How Smart Car Tech Applies to IT Operations
Artificial intelligence, analytics and automation help build efficiencies and organizational growth.
Imagine a ride to the airport.
Getting into the car, you’re greeted by the dulcet tones of Tom Jones. He’s been a recent addition to your relaxation playlist, but today’s grind doesn’t quite put you in the mood for Tom’s crooning.
Sensing your shift and correlating this with your jam-packed work schedule, the music changes—time for a short, sharp wake-up from the God Father of Punk—Iggy Pop—“I am the passenger—and I ride, and I ride”. Now we’re talking!
It’s a good 45-minute hop to the airport, but you’ve got plenty of time to make your flight. The vehicle has already assessed the best route, necessary speed changes and steering tweaks based on analysis of truck-loads of cloud and edge data—scheduled roadworks, traffic-signal sequences, accident pattern recognition, weather predictions, infrastructure failure probability—even the fact that Acacia elementary school is holding a sports carnival and Norfolk county is conducting some seasonal bushland back-burning. Everything is a valuable data point—ingested and dissected within a single collective soup of analytical goodness.
As you settle back to assess the sales reports automatically presented on your console, the car detects a potentially problematic condition. According to sensor data gathered and compared against the same model of car with similar mileage and driven under the same conditions, there is an 87 percent likelihood of front-left wheel bearing failure occurring on next month’s family trip to the snow fields. But it’s no big deal. The system has already connected to the dealerships servicing system and ordered the part. Unbeknownst to you, the system has also booked the car in for the work, which will be done after dropping you off at the airport. Plenty of time to do that before the car picks up your daughter up from this evening’s soccer practice.

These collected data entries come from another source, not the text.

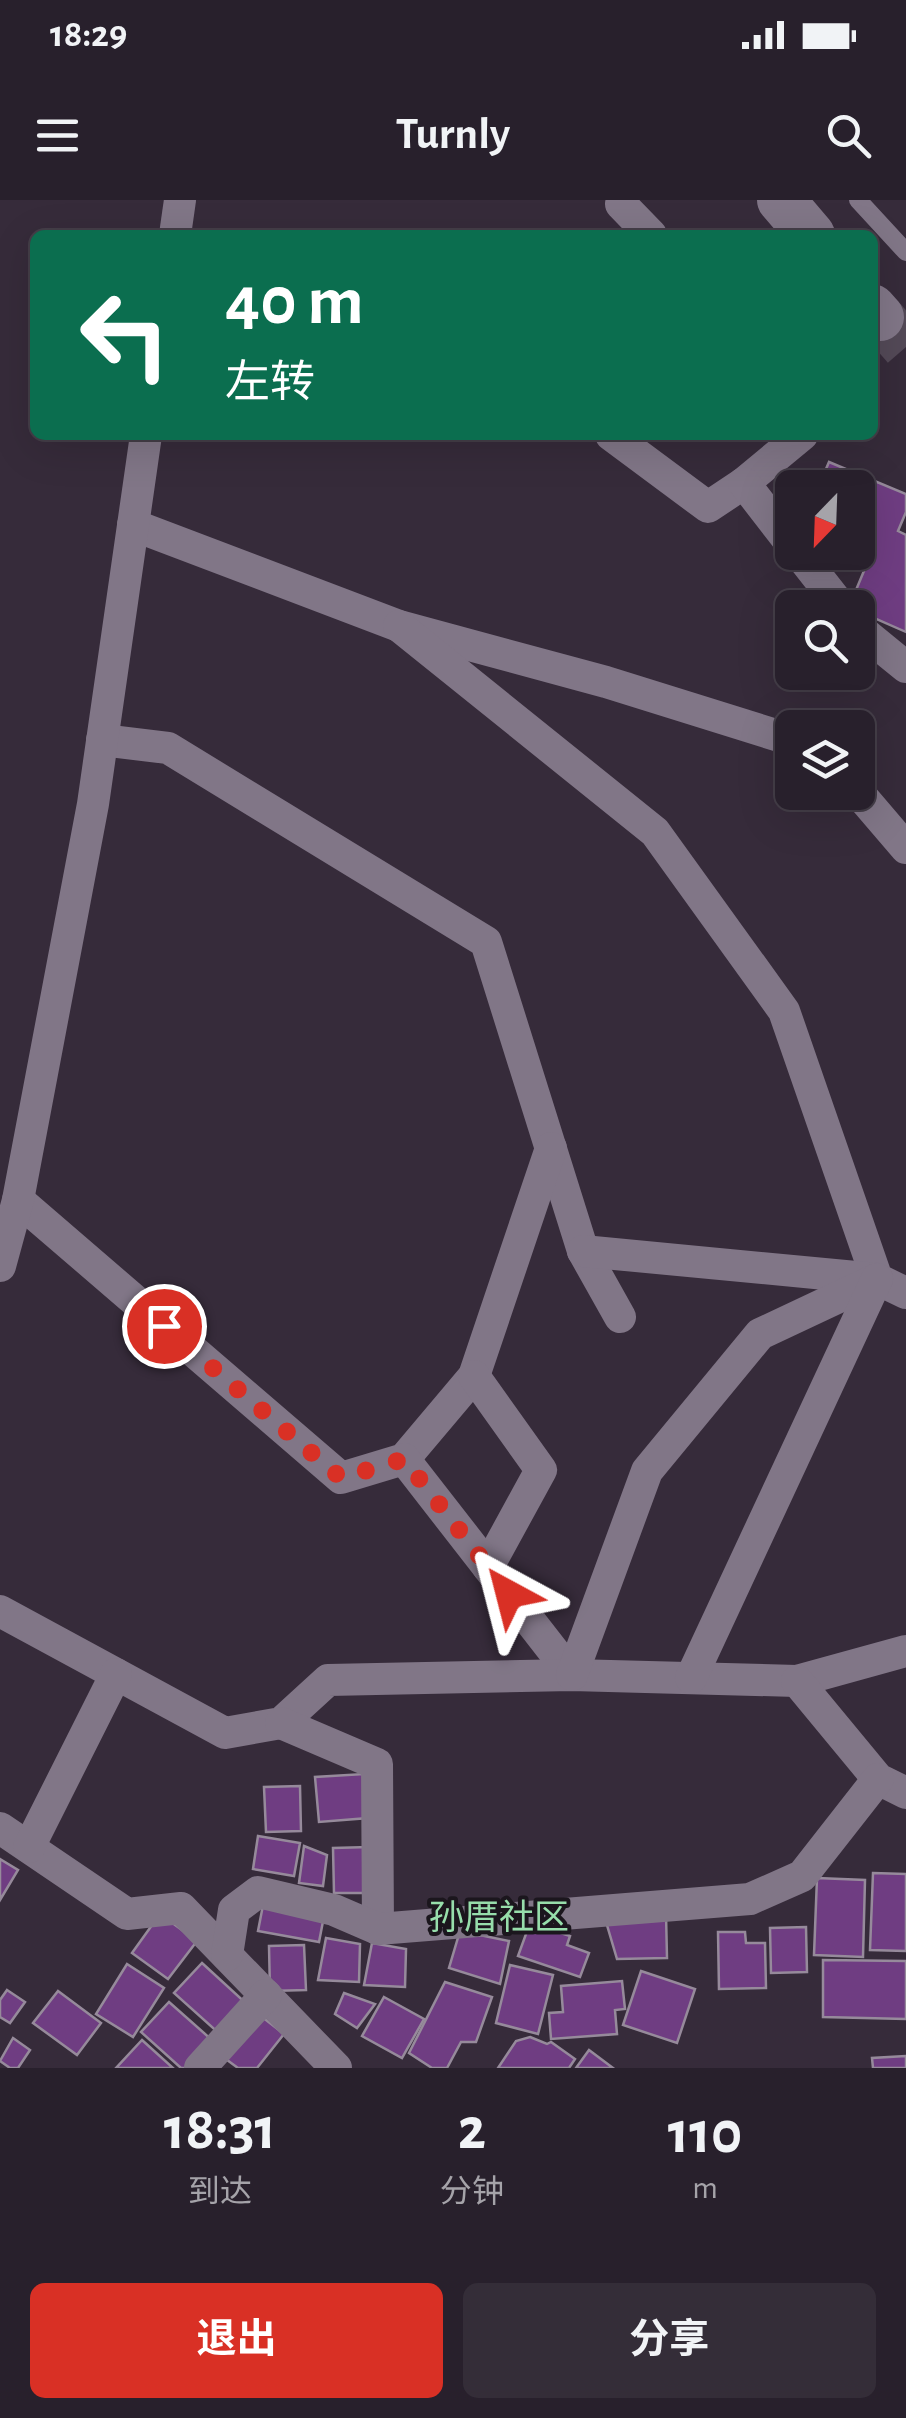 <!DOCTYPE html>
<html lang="zh">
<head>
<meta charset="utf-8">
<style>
	body { margin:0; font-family:"Alegreya Sans","Noto Sans SC",sans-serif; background:#342d38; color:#f1f3f6; height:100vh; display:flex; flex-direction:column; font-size:38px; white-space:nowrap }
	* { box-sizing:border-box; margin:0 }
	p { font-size:32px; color:#a5a3a9 }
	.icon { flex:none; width:55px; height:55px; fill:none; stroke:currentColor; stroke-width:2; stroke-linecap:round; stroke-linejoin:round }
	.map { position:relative; height:1868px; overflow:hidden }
	.side { display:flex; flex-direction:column; background:#28202c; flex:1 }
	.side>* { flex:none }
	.top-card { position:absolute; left:30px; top:30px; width:848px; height:210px; border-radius:15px; box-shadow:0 10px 40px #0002,0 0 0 2px #443e48; background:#0b6e4f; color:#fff; overflow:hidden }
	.needle { width:65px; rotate:203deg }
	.buttons { position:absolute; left:775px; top:270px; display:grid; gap:20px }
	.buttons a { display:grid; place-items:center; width:100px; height:100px; border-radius:15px; background:#28202c; box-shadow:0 10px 40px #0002,0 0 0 2px #443e48; font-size:50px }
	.pin { position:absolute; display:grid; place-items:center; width:85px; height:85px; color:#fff; margin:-42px; border:5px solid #fff; border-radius:50%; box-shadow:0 2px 10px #0007 }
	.me { position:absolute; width:110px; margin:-55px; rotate:322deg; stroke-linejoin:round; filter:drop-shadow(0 0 8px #0008) }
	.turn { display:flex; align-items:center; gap:35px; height:210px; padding:0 30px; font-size:45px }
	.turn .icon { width:130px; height:130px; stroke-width:2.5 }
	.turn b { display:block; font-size:70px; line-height:85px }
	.eta { display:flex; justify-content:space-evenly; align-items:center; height:170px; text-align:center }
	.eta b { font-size:60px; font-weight:700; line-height:70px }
	.button { display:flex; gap:20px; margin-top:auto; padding:20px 30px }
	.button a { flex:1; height:115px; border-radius:15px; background:#d93025; color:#fff; font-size:40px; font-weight:700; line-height:115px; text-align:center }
	.button a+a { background:#342d38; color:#f1f3f6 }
	.status { display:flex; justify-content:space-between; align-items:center; height:70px; padding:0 50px; background:#28202c; direction:ltr }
	.status svg { height:28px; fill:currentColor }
	header { display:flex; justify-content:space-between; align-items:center; height:130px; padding:0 30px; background:#28202c; font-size:45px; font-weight:700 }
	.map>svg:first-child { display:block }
</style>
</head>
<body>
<div class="status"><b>18:29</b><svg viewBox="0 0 49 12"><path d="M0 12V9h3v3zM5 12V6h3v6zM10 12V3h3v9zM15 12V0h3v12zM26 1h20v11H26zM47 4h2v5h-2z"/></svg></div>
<header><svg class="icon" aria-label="menu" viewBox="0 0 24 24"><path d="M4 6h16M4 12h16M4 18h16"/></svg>Turnly<svg class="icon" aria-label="search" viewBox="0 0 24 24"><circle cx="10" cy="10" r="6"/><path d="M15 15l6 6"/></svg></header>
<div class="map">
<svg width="906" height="1868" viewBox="0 0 906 1868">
	<rect width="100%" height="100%" fill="#362b3a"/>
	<!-- building -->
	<g fill="#6f3d82" stroke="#968a9b" stroke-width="2.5">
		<polygon points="829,262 906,294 906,312 898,331 906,335 906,432 858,411 858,408 849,407 866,366 847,360 850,352 858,352 861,328 858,326 858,288 818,288"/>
		<polygon points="364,1574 368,1618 319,1622 315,1577"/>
		<polygon points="300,1586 301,1631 266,1632 264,1587"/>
		<polygon points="258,1636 300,1643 294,1676 253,1669"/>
		<polygon points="304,1646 327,1655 323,1686 299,1683"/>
		<polygon points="369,1647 370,1693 334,1693 333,1648"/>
		<polygon points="0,1659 18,1670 0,1700"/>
		<polygon points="873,1673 906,1674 906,1751 870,1750"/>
		<polygon points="817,1678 865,1680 863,1757 814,1755"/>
		<polygon points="264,1700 325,1711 319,1742 258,1731"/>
		<polygon points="160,1714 197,1741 168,1779 132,1753"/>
		<polygon points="666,1714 667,1758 617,1759 604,1715"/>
		<polygon points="530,1723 570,1736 567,1745 589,1753 580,1777 518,1756"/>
		<polygon points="806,1727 807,1772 771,1773 770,1728"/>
		<polygon points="460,1731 509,1741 500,1784 449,1768"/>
		<polygon points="718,1732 745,1732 746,1743 765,1743 766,1788 719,1789"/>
		<polygon points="326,1738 360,1744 359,1782 318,1780"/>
		<polygon points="372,1743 406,1749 405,1787 364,1785"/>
		<polygon points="304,1745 306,1790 270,1791 269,1746"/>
		<polygon points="823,1760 906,1761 906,1819 823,1817"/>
		<polygon points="202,1763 249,1806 222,1836 174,1793"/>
		<polygon points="127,1764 164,1788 133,1837 96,1814"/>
		<polygon points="510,1765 553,1775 538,1834 496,1823"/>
		<polygon points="641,1771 695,1789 677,1843 623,1825"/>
		<polygon points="622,1781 625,1809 615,1810 617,1834 551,1839 549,1813 563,1812 561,1786"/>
		<polygon points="445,1782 492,1797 476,1842 461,1842 447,1868 432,1868 409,1853"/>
		<polygon points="7,1790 25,1802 10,1823 0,1817 0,1800"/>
		<polygon points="58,1791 101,1823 77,1855 33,1823"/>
		<polygon points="344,1793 375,1804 357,1828 335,1814"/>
		<polygon points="384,1797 424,1819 402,1858 362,1836"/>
		<polygon points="169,1802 213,1841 189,1868 181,1868 141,1832"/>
		<polygon points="257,1813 284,1834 257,1868 238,1868 223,1857"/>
		<polygon points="530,1837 547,1844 551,1842 575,1859 569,1868 498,1868 516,1841"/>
		<polygon points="13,1838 30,1850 18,1868 10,1868 0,1861"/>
		<polygon points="142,1840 173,1868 116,1868"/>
		<polygon points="589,1850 613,1868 576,1868"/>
		<polygon points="906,1856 906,1868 873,1868 872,1858"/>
	</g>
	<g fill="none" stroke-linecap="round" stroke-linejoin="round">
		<!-- secondary-tunnel -->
		<polyline stroke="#534957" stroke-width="48" stroke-dasharray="48 24" stroke-linecap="butt" points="880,117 906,147"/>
		<!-- lane -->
		<polyline stroke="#817687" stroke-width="18" points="858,0 906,52"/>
		<!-- street -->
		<g stroke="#817687" stroke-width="32">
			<polyline points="621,4 651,35"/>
			<polyline points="175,35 180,0"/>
			<polyline points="611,235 708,307 744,283 802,235"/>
			<polyline points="744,283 792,345"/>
			<polyline points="133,325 399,426 606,482 792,540"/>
			<polyline points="798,352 842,408"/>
			<polyline points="399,426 655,632 784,811 877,1079 906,1093"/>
			<polyline points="858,428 906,467"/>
			<polyline points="102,540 168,548 486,742 583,1051 620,1117"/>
			<polyline points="858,592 906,648"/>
			<polyline points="18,1000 341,1278 404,1259 474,1176 551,948"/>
			<polyline points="583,1051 877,1079"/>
			<polyline points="0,1066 18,1000 93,604 146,235"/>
			<polyline points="474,1176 541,1270 488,1367"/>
			<polyline points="404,1259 572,1475"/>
			<polyline points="0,1411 225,1533 281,1523 328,1480 572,1475 797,1481 906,1451"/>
			<polyline points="572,1475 647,1271 760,1134 877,1079"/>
			<polyline points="691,1478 877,1079"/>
			<polyline points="797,1481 878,1579 906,1593"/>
			<polyline points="281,1523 377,1564 378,1729"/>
			<polyline points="0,1628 127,1714 181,1708 336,1868"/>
			<polyline points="29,1647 116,1474"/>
			<polyline points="227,1755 234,1710 258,1692 334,1710 378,1729 750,1699 802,1676 878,1579"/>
			<polyline points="200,1868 266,1795"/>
		</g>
		<!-- secondary -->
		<g stroke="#817687" stroke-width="48">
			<polyline points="781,0 811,35"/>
			<polyline points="872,108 880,117"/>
		</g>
	</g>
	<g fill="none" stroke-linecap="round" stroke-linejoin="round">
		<!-- route -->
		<polyline stroke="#d93025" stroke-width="18" stroke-dasharray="0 32.4" points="164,1126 341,1278 404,1259 509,1394"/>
	</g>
	<g text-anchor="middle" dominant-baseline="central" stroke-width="8" stroke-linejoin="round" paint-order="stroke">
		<!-- quarter labels -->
		<g font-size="35" fill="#97deab" stroke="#1b161d">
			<text x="499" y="1718">孙厝社区</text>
		</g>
	</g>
</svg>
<div class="buttons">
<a><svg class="needle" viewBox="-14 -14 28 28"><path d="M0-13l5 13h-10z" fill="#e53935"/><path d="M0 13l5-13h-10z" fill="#a5a3a9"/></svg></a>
<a><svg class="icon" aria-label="search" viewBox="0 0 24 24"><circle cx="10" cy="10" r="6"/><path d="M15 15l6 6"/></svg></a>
<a><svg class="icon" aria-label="layers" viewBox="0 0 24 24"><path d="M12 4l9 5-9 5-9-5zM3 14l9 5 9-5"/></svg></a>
</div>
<div class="pin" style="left:164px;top:1126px;background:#d93025"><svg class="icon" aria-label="arrive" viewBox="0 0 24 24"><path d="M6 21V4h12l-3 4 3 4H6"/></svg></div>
<svg class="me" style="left:509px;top:1394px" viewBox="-20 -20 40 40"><path d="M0-17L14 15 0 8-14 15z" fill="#d93025" stroke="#fff" stroke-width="4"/></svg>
<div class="top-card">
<div class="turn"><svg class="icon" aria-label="left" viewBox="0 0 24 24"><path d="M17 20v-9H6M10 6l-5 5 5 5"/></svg><div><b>40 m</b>左转</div></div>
</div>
</div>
<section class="side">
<div class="eta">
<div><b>18:31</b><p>到达</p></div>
<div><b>2</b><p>分钟</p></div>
<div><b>110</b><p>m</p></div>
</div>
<div class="button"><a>退出</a><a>分享</a></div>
</section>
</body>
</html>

Cruising from airport, the system orchestrates many other activities. It’s already determined and applied the optimum tire pressures needed for the next trip after you unloaded the heavy cases and golf clubs. It’s applied a software upgrade for the braking system, participated in a ride-sharing program, adjusted the air-conditioning to save energy. It’s even prepared a combo of Taylor Swift and Katie Perry tunes for your daughter and her friends.

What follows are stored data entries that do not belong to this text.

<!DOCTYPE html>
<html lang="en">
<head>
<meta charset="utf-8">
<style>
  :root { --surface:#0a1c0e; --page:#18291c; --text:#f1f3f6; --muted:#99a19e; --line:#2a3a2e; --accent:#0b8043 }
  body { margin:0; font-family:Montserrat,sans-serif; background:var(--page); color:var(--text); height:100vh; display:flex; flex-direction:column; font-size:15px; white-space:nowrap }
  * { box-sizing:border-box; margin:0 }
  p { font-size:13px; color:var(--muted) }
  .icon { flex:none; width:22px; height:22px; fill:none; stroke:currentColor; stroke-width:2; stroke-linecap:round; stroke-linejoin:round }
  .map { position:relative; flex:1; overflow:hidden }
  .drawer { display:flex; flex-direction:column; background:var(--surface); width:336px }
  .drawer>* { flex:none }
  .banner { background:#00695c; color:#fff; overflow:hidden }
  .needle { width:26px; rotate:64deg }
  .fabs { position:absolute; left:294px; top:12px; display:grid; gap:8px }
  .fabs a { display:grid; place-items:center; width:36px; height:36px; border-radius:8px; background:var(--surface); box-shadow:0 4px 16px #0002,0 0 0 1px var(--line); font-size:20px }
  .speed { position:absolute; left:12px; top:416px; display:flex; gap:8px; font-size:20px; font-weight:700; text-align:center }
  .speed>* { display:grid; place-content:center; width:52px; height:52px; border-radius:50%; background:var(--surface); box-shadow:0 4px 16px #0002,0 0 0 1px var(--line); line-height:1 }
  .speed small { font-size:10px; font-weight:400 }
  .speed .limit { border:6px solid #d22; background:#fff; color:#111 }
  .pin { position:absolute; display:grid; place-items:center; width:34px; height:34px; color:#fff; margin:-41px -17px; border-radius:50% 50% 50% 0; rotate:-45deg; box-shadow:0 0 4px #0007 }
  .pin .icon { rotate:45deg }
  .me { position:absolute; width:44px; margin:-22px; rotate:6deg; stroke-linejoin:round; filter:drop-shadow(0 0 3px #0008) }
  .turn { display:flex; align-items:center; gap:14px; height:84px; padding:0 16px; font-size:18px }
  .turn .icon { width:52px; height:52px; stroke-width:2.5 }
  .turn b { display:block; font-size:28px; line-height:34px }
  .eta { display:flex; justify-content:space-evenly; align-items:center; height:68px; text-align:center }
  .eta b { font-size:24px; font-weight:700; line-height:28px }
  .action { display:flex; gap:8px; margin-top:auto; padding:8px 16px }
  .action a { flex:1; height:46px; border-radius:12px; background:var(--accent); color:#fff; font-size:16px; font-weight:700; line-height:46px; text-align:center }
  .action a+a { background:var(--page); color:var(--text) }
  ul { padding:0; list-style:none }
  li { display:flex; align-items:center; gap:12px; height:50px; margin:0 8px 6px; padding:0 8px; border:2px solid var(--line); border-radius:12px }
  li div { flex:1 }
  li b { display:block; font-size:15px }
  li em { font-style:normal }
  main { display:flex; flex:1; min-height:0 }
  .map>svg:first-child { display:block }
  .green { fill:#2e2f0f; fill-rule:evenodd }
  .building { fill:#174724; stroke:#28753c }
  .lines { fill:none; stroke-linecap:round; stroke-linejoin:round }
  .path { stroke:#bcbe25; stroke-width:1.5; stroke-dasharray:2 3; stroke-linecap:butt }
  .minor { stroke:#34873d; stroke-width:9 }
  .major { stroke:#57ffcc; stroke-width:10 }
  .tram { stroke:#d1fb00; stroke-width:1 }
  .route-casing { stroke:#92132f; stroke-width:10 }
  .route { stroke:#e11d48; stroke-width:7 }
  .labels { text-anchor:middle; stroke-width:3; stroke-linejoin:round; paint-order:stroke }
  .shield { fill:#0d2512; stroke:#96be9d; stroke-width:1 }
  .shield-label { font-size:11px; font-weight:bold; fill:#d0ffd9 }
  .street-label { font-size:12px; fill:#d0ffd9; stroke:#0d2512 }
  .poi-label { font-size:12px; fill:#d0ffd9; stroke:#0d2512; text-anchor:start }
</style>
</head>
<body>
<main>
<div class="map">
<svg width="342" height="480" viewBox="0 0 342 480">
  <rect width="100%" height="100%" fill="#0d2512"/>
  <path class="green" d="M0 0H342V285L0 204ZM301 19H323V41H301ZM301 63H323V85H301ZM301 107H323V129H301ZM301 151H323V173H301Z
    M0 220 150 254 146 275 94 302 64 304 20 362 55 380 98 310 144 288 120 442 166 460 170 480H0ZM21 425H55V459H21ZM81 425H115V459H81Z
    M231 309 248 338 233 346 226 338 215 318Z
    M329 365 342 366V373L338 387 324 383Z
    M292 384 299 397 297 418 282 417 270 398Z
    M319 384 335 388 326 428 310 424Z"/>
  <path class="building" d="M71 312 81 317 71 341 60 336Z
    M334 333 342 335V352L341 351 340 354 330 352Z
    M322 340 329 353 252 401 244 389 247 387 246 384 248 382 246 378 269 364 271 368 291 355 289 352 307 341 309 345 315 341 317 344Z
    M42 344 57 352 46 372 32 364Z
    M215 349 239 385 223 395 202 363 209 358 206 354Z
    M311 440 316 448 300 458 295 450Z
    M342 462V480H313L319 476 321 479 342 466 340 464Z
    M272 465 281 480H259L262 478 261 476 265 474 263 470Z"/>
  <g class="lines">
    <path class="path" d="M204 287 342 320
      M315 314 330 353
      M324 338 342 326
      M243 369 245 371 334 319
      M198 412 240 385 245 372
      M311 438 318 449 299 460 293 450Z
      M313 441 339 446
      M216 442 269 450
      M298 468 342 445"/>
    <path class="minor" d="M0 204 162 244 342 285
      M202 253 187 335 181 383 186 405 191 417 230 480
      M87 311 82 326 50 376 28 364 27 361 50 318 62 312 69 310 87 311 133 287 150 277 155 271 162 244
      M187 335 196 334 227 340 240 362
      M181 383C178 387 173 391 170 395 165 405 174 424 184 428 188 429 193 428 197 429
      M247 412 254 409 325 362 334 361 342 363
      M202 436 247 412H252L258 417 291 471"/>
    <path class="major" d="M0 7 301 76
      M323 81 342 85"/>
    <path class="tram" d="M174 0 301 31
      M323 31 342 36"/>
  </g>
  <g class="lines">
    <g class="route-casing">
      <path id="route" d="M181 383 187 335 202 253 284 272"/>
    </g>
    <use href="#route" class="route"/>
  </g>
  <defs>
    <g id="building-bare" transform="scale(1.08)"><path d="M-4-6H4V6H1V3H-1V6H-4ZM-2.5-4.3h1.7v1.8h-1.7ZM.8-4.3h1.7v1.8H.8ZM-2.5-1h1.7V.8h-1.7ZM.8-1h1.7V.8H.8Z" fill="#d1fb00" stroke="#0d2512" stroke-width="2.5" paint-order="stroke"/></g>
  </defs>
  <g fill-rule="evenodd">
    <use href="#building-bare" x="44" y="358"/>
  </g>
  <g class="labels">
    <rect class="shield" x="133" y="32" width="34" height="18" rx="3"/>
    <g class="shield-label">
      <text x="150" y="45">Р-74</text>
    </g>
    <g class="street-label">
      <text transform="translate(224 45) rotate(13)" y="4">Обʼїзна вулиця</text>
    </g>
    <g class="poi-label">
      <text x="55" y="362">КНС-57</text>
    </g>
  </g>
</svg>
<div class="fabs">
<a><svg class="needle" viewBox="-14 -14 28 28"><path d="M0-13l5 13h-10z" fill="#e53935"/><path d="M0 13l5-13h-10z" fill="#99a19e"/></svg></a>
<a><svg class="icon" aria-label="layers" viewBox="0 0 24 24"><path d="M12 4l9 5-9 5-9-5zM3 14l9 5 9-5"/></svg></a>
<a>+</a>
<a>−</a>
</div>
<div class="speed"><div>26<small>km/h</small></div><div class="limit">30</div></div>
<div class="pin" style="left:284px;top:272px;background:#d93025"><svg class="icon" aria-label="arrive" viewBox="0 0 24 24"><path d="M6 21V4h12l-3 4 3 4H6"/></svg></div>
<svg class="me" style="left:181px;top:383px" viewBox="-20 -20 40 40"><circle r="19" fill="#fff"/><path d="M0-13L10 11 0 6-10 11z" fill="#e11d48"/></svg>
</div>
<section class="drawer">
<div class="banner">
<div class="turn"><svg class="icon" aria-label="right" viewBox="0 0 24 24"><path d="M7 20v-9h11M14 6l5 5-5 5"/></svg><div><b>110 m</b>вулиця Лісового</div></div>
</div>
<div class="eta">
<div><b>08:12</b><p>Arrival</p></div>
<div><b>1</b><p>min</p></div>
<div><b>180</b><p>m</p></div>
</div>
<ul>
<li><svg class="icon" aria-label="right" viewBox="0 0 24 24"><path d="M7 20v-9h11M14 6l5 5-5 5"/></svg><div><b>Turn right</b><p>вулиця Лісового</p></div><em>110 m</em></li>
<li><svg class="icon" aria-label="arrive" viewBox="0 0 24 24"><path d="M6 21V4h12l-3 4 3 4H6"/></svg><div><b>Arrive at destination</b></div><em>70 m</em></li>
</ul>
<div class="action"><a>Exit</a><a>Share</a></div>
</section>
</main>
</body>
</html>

And the analytical marvel isn’t just consumer data. It’s also provides critical information within a broader sensor ecosystem. For example, that data on the potential failure has already been aggregated together with many others to optimize the inventory and logistics processes of associated service partners.
So, will the car of the future be a car as we currently know it? Or will it be an adaptive entertainment system, ERP constituent—even a mood regulator? The answer is all the above and much more. It’ll be self-governing car of course, but also a system where every sensor and data point coexist and co-operates with others across an extended analytical value chain—there will be no boundaries, and the question of ownership is blurred.
Artificial Intelligence for IT Operations
While the scenarios presented here belong in our future, there are lessons to be learned for how we should optimally manage IT applications and systems. Far from operating as a single cohesive system, today’s tools are narrowly focused on single technologies or functions. Of course, most use advanced analytical techniques, but that value is questionable when the insights revealed have a limited impact on the performance of the system as a whole—a system comprising multiple technologies, processes, functions and stakeholders.
To address this, modern Artificial Intelligence for IT Operations (AIOPs) systems will work very much like cars of the future. That is, they’ll be fully autonomous within a greater experiential ecosystem.
So, imagine your next IT operations journey …
Arriving refreshed at the office because you’re no longer dealing with late night fire-drills, your AIOPs system greets you with a prioritized list of service-level improvements and how they’ve contributed to improving customer outcomes. You’re no longer worried about lowering mean-time-to-resolution MTTR because MTTR doesn’t exist anymore.
As you settle back and start streaming service analytics to view cost-vs-revenue positions across three cloud services, AIOPs detects a potential problem with an important customer application. By correlating metrics across a data lake supporting the entire tech stack, the system determines that current capacity won’t meet increasing customer demand. But there’s no drama. The system automatically provisions additional containers to manage the load. It also calculates when and how these resources can be throttled back—like the driver-less car—accelerating and braking for maximum efficiency.
But with autonomous operations systems like these you’re not the only passenger; there are multiple optimization journeys simultaneously underway. Over in software engineering, AIOPs analytics are continually assessing the efficacy of coding styles and practices—from design to production. Feeding back critical information within DevOps automation toolchain to continuously drive improvements. Much like the car of the future will operate as an interconnected element, then so does AIOP—analysing the whole and piece parts at the same time—systems thinking in the extreme.
When we can achieve autonomous operations using AI and machine learning to manage all functions, it doesn’t mean that staff sit back or become “passengers” in the worst sense of the word. On the contrary, these solutions will help build a playlist innovation, knowledge sharing and organizational growth. A natural consequence when staff are freed from the routine, mundane and reactive fire-fighting where no one is ever in control.